_Problem to work on:_
Exactly repeat all the records below, omitting the images they hold.

_Recorded data:_
□ □ □ □
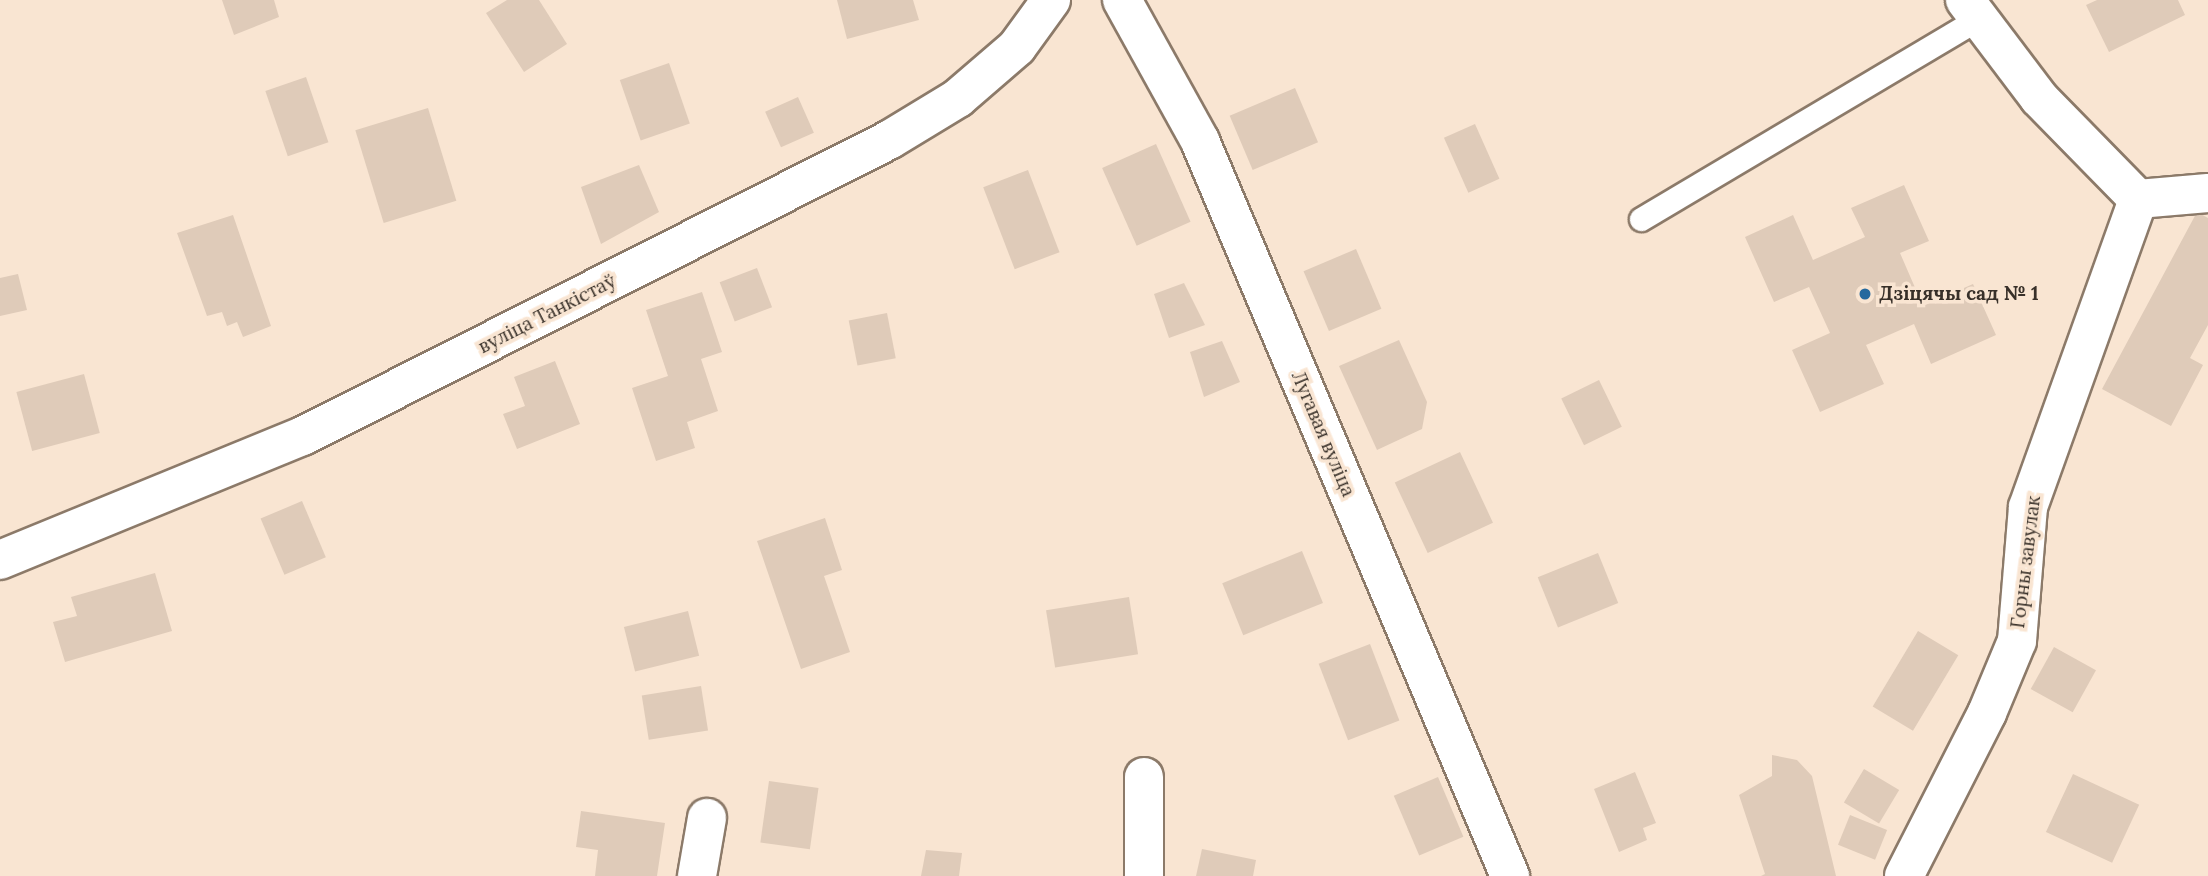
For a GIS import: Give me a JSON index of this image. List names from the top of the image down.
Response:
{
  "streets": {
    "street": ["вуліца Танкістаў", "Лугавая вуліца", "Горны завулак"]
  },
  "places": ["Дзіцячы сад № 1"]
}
□ □ □ □
_Output for this task:_
For a GIS import: Give me a JSON index of this image. List names from the top of the image down.
Response:
{
  "streets": {
    "street": ["вуліца Танкістаў", "Лугавая вуліца", "Горны завулак"]
  },
  "places": ["Дзіцячы сад № 1"]
}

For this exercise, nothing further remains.